──────── SUPPLIED RECORDS
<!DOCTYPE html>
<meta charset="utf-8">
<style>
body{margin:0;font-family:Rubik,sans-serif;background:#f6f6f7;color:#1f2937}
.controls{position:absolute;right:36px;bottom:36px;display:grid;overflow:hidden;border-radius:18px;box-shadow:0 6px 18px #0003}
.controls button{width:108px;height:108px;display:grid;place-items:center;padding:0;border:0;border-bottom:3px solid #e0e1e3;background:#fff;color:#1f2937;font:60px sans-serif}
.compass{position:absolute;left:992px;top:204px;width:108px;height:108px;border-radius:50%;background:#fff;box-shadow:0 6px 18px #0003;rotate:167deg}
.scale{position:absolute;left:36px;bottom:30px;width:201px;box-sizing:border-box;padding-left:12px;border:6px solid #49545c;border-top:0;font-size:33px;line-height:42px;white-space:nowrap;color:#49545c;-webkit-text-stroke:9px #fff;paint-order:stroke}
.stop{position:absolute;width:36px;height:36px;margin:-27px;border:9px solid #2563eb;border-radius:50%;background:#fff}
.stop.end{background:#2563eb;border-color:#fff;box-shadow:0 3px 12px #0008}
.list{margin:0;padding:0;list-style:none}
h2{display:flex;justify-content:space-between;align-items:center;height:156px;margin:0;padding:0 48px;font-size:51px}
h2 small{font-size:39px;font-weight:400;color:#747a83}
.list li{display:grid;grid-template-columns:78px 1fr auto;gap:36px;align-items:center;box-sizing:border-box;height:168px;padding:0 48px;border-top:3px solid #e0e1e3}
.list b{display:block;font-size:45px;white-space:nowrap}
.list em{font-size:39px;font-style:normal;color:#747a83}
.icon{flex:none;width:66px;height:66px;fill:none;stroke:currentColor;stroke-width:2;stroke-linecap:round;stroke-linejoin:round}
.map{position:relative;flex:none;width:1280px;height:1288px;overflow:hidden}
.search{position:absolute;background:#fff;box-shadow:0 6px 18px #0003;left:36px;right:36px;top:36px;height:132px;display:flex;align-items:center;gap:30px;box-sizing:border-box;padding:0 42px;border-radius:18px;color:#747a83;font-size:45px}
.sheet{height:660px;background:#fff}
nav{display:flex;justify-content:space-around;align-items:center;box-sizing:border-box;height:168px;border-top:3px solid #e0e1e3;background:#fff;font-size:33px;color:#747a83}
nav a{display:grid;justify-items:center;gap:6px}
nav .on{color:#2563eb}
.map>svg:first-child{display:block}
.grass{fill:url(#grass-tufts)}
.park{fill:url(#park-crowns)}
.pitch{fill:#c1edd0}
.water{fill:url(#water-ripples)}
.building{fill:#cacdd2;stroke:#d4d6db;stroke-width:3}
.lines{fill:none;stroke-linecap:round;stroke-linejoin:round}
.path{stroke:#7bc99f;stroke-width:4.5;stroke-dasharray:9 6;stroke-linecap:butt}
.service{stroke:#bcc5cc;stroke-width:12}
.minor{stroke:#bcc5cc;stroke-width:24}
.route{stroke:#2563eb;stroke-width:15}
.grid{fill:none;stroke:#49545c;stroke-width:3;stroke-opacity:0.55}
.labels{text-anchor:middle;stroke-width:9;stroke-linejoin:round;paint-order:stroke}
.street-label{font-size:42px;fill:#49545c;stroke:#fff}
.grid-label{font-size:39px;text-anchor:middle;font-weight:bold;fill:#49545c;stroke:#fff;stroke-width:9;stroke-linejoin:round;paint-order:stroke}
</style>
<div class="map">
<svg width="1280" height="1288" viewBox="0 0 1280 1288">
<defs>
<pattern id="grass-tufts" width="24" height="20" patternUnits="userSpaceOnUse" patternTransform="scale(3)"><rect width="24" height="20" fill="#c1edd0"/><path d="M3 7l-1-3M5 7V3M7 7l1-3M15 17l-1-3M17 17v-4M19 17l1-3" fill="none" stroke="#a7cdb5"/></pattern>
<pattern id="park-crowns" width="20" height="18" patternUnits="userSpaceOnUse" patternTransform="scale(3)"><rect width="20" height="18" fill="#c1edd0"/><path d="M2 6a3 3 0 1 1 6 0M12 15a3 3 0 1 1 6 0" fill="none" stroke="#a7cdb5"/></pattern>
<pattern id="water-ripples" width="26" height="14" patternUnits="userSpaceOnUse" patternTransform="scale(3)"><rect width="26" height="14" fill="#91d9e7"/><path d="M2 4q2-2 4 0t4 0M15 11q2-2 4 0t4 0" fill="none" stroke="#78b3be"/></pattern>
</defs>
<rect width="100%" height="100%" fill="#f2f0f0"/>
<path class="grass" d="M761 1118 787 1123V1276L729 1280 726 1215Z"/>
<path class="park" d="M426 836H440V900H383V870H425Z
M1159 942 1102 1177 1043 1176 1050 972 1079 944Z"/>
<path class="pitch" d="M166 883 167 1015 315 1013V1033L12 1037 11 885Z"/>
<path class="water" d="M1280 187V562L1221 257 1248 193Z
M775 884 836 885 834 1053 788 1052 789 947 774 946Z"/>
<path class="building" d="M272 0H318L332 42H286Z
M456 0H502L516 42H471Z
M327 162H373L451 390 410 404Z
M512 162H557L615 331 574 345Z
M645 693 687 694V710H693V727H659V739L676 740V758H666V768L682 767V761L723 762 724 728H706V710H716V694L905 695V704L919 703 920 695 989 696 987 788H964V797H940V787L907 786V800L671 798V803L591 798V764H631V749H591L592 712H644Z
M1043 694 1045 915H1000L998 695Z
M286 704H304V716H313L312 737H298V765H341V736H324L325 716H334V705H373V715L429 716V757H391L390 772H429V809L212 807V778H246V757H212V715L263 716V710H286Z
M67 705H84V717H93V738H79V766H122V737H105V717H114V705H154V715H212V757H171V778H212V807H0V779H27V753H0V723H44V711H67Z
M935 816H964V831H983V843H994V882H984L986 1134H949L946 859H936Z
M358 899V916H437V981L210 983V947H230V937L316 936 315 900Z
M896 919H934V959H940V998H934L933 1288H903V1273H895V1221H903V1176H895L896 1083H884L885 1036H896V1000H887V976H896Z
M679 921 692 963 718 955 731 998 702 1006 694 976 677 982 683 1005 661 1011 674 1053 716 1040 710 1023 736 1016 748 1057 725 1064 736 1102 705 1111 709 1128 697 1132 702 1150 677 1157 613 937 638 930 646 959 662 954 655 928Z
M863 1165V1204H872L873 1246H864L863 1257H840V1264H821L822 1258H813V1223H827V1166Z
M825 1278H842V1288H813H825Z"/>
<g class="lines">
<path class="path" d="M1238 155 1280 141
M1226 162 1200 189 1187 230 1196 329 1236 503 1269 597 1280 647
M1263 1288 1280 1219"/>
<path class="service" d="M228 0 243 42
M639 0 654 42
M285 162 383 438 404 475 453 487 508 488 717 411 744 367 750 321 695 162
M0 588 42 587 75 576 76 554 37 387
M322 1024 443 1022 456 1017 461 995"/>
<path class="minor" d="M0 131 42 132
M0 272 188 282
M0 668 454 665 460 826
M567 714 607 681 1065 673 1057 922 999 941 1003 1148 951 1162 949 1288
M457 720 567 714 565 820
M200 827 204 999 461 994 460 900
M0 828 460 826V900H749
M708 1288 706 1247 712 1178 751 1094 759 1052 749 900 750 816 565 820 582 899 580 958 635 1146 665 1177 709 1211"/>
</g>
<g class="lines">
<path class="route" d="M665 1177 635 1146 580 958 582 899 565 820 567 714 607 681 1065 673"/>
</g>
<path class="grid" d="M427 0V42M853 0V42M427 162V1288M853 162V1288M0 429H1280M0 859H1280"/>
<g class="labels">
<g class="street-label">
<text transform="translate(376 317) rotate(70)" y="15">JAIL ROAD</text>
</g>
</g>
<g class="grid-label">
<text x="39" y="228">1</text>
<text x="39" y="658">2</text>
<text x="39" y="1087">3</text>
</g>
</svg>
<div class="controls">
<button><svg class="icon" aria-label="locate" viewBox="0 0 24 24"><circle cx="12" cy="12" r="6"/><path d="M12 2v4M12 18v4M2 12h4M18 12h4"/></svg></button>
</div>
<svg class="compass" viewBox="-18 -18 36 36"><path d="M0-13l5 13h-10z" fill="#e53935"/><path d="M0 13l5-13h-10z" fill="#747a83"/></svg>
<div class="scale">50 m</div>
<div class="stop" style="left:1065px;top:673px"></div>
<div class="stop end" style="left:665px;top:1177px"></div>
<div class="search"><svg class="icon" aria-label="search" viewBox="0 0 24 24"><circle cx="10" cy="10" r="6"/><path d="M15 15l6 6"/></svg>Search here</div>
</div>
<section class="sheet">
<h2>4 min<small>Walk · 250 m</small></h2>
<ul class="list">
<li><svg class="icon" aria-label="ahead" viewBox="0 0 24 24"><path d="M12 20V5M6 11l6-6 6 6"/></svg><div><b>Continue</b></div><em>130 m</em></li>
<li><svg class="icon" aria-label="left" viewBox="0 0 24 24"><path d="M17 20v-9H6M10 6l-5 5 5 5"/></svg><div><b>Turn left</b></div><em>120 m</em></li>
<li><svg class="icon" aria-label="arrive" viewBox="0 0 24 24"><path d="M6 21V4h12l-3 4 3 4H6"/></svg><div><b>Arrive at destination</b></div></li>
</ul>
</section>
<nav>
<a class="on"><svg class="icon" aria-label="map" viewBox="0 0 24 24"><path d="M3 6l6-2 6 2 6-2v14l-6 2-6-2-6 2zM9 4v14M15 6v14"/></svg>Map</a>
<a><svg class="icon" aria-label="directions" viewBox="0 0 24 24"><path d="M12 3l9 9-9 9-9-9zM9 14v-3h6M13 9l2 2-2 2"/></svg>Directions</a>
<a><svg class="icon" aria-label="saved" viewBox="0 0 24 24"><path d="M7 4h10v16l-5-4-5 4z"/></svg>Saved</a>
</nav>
────────────────
Pull every line with "bottom" from the records.

.controls{position:absolute;right:36px;bottom:36px;display:grid;overflow:hidden;border-radius:18px;box-shadow:0 6px 18px #0003}
.controls button{width:108px;height:108px;display:grid;place-items:center;padding:0;border:0;border-bottom:3px solid #e0e1e3;background:#fff;color:#1f2937;font:60px sans-serif}
.scale{position:absolute;left:36px;bottom:30px;width:201px;box-sizing:border-box;padding-left:12px;border:6px solid #49545c;border-top:0;font-size:33px;line-height:42px;white-space:nowrap;color:#49545c;-webkit-text-stroke:9px #fff;paint-order:stroke}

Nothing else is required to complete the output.